Por este tiempo pululaban bandidos en la Galia,
causando espantosos males. Acudían a los caminos más frecuentados, atacando
atrevidamente a los que podían dejar rico despojo. Entre sus numerosas
víctimas citaremos a Constanciano, tribuno de las caballerizas, a quien
hicieron caer en una emboscada, en la que fue asesinado. Este era pariente
del Emperador y primo de Cerealis y de Justina.

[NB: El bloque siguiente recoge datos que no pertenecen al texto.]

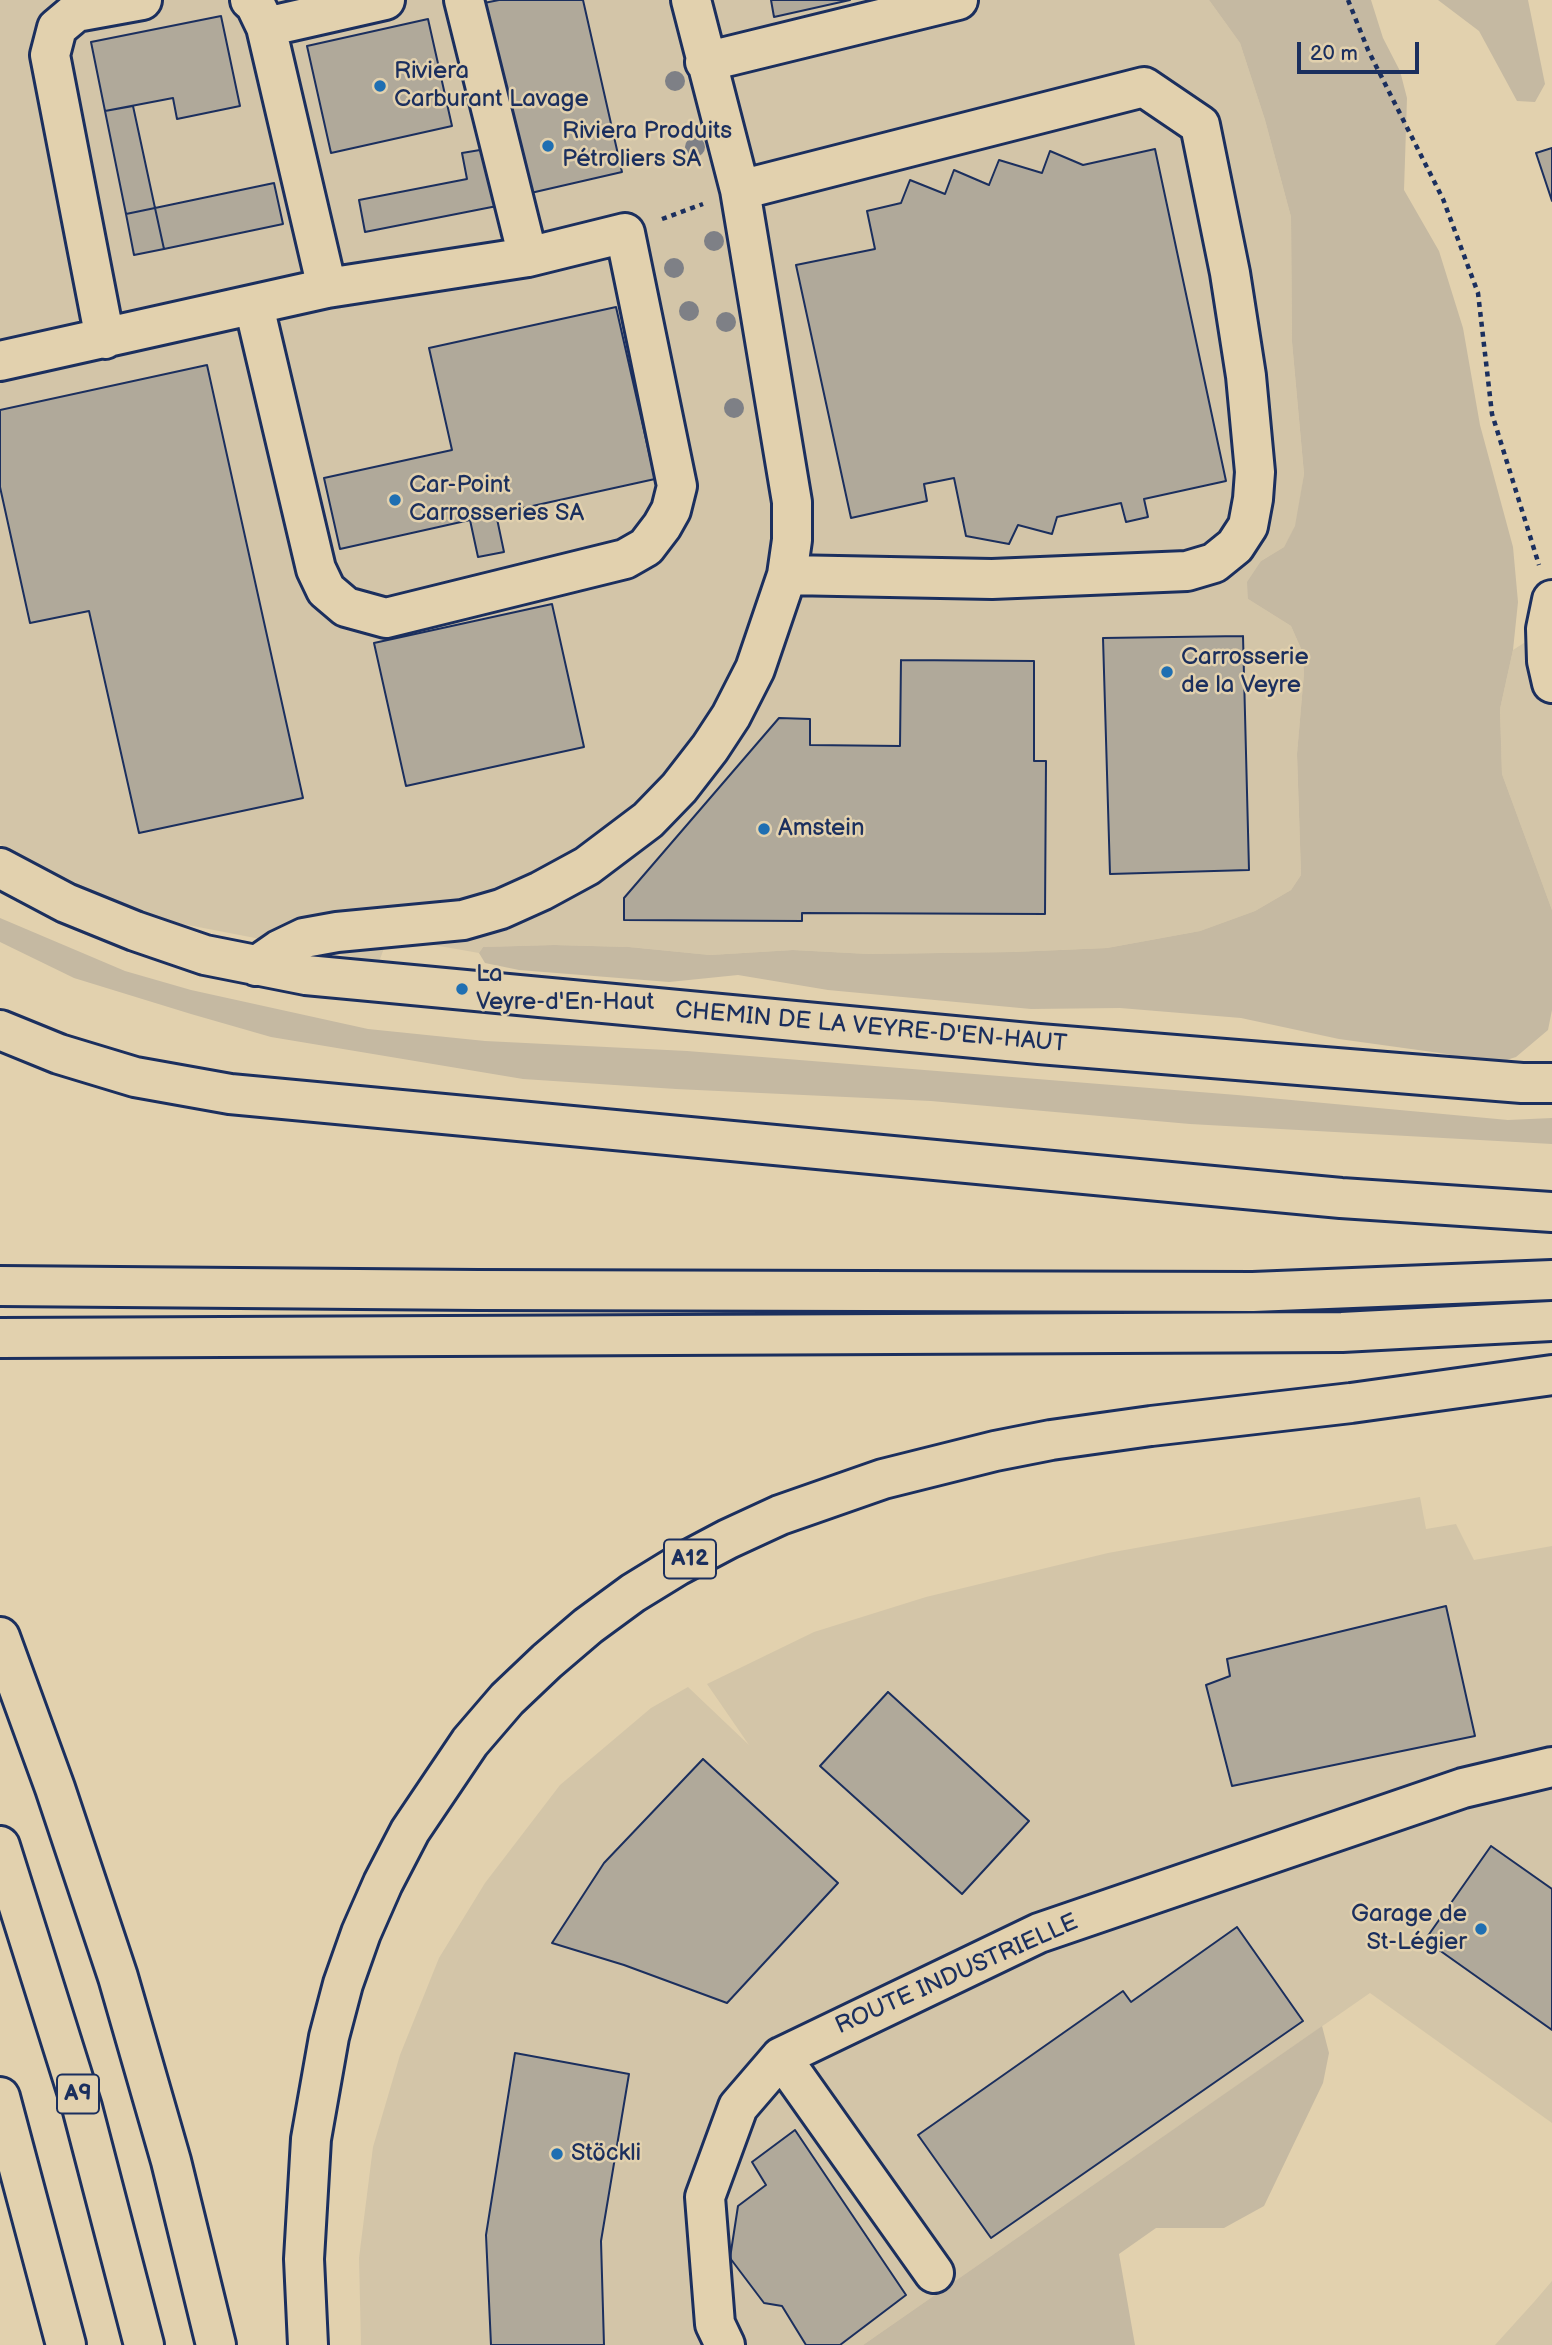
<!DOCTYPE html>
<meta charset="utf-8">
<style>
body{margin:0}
#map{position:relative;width:1552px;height:2345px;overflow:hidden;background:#e2d1ae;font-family:"Balsamiq Sans",sans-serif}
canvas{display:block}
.scale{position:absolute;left:1297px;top:42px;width:122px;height:32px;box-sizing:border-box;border:4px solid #1b2f5e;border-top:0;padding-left:9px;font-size:21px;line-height:24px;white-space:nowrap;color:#1b2f5e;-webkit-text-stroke:5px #e2d1ae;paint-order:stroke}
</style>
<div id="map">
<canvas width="1552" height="2345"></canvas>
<div class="scale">20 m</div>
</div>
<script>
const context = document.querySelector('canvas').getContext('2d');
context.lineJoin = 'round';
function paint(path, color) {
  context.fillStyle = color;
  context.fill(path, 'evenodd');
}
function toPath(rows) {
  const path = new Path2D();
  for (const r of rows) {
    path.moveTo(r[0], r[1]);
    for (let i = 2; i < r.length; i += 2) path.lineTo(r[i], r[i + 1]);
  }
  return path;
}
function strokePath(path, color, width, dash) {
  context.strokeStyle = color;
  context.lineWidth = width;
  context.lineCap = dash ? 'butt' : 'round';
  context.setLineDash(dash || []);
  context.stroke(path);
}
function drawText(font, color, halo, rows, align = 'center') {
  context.font = font + ' "Balsamiq Sans",sans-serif';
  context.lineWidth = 5;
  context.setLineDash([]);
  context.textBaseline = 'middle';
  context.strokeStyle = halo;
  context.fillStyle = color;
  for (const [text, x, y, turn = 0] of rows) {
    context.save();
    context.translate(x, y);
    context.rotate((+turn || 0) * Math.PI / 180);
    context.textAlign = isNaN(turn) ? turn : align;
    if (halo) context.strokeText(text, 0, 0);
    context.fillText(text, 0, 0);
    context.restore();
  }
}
const built = toPath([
 [0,0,1209,0,1240,43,1265,120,1291,217,1292,342,1304,474,1296,526,1284,547,1261,561,1248,599,1291,626,1302,651,1304,673,1297,755,1301,875,1291,890,1255,911,1200,931,1107,948,1013,952,869,954,793,950,710,955,629,947,554,945,483,947,479,953,388,937,379,962,157,919,92,894,25,861,0,844],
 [1552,625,1552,910,1502,774,1500,709,1513,650],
 [1420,1497,1426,1529,1456,1524,1474,1560,1552,1546,1552,2123,1370,1993,863,2345,361,2345,359,2258,373,2147,400,2055,439,1958,485,1883,560,1785,651,1708,688,1687,749,1745,707,1684,814,1632,926,1597,1108,1553],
 [1552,2281,1552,2345,1495,2345,1534,2302]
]);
const green = toPath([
 [1209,0,1371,0,1383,38,1400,71,1407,98,1404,190,1439,251,1463,328,1480,425,1513,547,1518,602,1513,650,1500,709,1502,774,1552,910,1552,1010,1548,1030,1516,1057,1484,1067,1447,1054,1339,1039,1241,1018,1120,1008,1031,1009,828,990,738,975,669,982,519,970,485,963,479,953,483,947,554,945,629,947,710,955,793,950,869,954,1013,952,1107,948,1200,931,1255,911,1291,890,1301,875,1297,754,1304,673,1302,651,1291,626,1248,599,1247,582,1261,561,1284,547,1295,526,1304,474,1292,342,1291,217,1265,120,1240,43],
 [1438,0,1528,0,1545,84,1535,102,1517,101,1479,31],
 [0,918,125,971,191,990,368,1029,485,1041,687,1051,1237,1095,1508,1120,1552,1118,1552,1144,1190,1124,931,1101,676,1089,523,1079,271,1037,191,1014,74,978,0,942],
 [1322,2026,1329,2053,1323,2083,1264,2206,1224,2228,1156,2228,1119,2254,1135,2345,863,2345]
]);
const building = toPath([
 [499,0,583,0,622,172,522,195,479,4,499,0],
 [771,0,850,0,774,17,771,0],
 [221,16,240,106,177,119,173,98,105,111,91,42,221,16],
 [428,19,452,126,331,153,307,46,428,19],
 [133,106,155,208,126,214,105,111,133,106],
 [1552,148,1552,201,1536,153,1552,148],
 [486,149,497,206,365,232,359,200,467,179,462,153,486,149],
 [1155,149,1226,481,1144,499,1148,517,1126,522,1121,503,1057,517,1052,534,1018,525,1009,544,966,536,954,478,924,484,927,501,851,518,796,265,875,249,867,211,901,203,910,180,945,194,954,170,989,185,999,160,1042,173,1050,151,1083,165,1155,149],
 [274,183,283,224,164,249,155,208,274,183],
 [155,208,164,249,134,255,126,214,155,208],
 [616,307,655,479,496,514,504,552,478,557,470,520,340,549,324,478,452,450,429,348,616,307],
 [207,365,303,798,139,833,89,611,30,623,0,487,0,410,207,365],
 [552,604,584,747,406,786,374,643,552,604],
 [1243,636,1249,870,1110,874,1103,638,1243,636],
 [901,660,1034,661,1034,761,1046,761,1045,914,802,913,802,921,624,920,624,898,779,718,810,719,810,745,900,746,901,660],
 [1446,1606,1475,1736,1232,1786,1206,1685,1230,1676,1227,1659,1446,1606],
 [888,1692,1029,1821,962,1894,820,1766,888,1692],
 [703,1759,838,1883,727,2003,624,1965,552,1943,604,1863,703,1759],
 [1491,1846,1552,1889,1552,2030,1425,1940,1491,1846],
 [1237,1927,1303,2021,991,2238,918,2135,1123,1991,1131,2002,1237,1927],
 [515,2053,629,2074,601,2241,604,2345,491,2345,486,2235,515,2053],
 [795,2130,906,2295,840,2345,806,2345,782,2306,764,2303,730,2258,738,2206,766,2185,752,2162,795,2130]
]);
const path = toPath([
 [1348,0,1368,50,1443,199,1478,293,1492,414,1539,565],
 [662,219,703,204]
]);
const minor = toPath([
 [250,0,255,4,266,27,327,288],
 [464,0,528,257],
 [266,27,385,0],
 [705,62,958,0],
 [740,190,1144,87,1200,125,1230,273,1246,376,1255,472,1253,499,1248,526,1235,546,1214,563,1187,571,992,579,787,575],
 [105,339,50,55,57,28,76,12,142,0],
 [0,361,327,288,528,257,625,233,677,486,671,510,662,526,646,547,625,559,386,618,346,607,326,590,316,569,254,306],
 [1552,600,1546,629,1547,661,1552,683],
 [0,868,66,903,135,931,205,955,306,975,1039,1044,1522,1083,1552,1083],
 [256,966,279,950,304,938,337,932,463,920,501,909,541,891,587,866,648,820,679,788,710,748,731,716,755,669,787,575,792,540,792,502,740,190,691,0],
 [781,2057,934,2273],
 [725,2345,715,2324,705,2197,738,2107,781,2057,1039,1933,1463,1788,1552,1767]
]);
const highway = toPath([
 [0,1030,59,1054,135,1077,230,1094,1341,1198,1552,1212],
 [0,1286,478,1290,1253,1292,1552,1280],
 [0,1338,1342,1332,1552,1321],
 [0,1637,55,1788,118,1977,171,2161,216,2345],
 [0,1846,82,2107,144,2345],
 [0,2097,66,2345],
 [308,2345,304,2259,311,2139,329,2037,343,1984,361,1933,383,1883,410,1831,470,1742,507,1699,547,1661,588,1626,633,1593,677,1566,728,1539,780,1515,883,1479,995,1451,1051,1440,1151,1426,1351,1403,1552,1375]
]);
const trees = [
 [675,81],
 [695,147],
 [714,241],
 [674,268],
 [689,311],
 [726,322],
 [734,408]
];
const markers = [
 [380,86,7,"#1f6fb2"],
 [548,146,7,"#1f6fb2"],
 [395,500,7,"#1f6fb2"],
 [1167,672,7,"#1f6fb2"],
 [764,829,7,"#1f6fb2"],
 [462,989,7,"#1f6fb2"],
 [1481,1929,7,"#1f6fb2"],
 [557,2154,7,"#1f6fb2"]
];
const shields = [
 [690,1559,52],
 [78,2094,42]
];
const shieldNames = [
 ["A12",690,1559],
 ["A9",78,2094]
];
const poiNames = [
 ["Riviera",394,72],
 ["Carburant Lavage",394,100],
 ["Riviera Produits",562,132],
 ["Pétroliers SA",562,160],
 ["Car-Point",409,486],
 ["Carrosseries SA",409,514],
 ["Carrosserie",1181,658],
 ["de la Veyre",1181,686],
 ["Amstein",778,829],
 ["La",476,975],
 ["Veyre-d'En-Haut",476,1003],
 ["Garage de",1467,1915,"right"],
 ["St-Légier",1467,1943,"right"],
 ["Stöckli",571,2154]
];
const streetNames = [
 ["CHEMIN DE LA VEYRE-D'EN-HAUT",871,1028,5],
 ["ROUTE INDUSTRIELLE",957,1975,-24]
];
paint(built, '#d3c5a8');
paint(green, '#c5b9a2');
paint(building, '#b0a99a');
strokePath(building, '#1b2f5e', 2);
strokePath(minor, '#1b2f5e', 44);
strokePath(highway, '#1b2f5e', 44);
strokePath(path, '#1b2f5e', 4.5, [5, 5]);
strokePath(minor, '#e2d1ae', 38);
strokePath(highway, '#e2d1ae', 38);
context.fillStyle = '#7e8086';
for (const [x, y] of trees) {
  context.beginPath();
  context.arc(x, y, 10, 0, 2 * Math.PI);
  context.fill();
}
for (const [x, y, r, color] of markers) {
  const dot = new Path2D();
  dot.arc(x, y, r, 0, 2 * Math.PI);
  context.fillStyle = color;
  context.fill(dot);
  strokePath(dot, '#e2d1ae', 2.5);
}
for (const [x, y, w] of shields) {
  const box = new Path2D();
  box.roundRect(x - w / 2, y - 19.5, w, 39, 5);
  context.fillStyle = '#e2d1ae';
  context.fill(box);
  strokePath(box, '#1b2f5e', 2);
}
drawText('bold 23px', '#1b2f5e', null, shieldNames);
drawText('24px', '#1b2f5e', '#e2d1ae', poiNames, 'left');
drawText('24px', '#1b2f5e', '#e2d1ae', streetNames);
</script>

Muy lejos de las Galias, y como si las furias
hubiesen organizado iguales cosas en todas partes, los habitantes de
Maratocrupeno, cerca de Apamea, los ladrones más activos y temibles, tanto
por su número como por la habilidad con que dirigían sus empresas, asolaban la
Siria con sus depredaciones. Con traje de mercaderes o de jefes del ejército,
penetraban uno a uno sin ruido en las
Una banda de aquellos malvados, disfrazados de
agentes del fisco, con un fingido magistrado al frente, haciéndose anunciar por
la lúgubre voz del pregonero, entró una noche en la magnífica morada de un
ciudadano notable, y se lanzó, espada en mano, sobre el propietario, como
si estuviese proscripto y sentenciado a muerte. Sorprendidos y aterrados
los criados, ni siquiera pensaron en ponerse en defensa, y los bandidos,
aprovechando el estupor, matan algunos de ellos, y desaparecen al
amanecer, llevándose lo más precioso que había en la casa. Repletos de
despojos, habían llegado robar sin perdonar nada, y solamente por espíritu
de rapiña, cuando, por orden del Emperador, les envolvieron tropas y les
destruyeron hasta el último, no perdonando ni a los niños en lactancia,
por temor de que algún día siguiesen los ejemplos de sus padres, y arrasaron
sus casas, todas construidas suntuosamente a expensas de los desgraciados
a quienes habían despojado. Y dicho esto, volvamos a nuestro objeto.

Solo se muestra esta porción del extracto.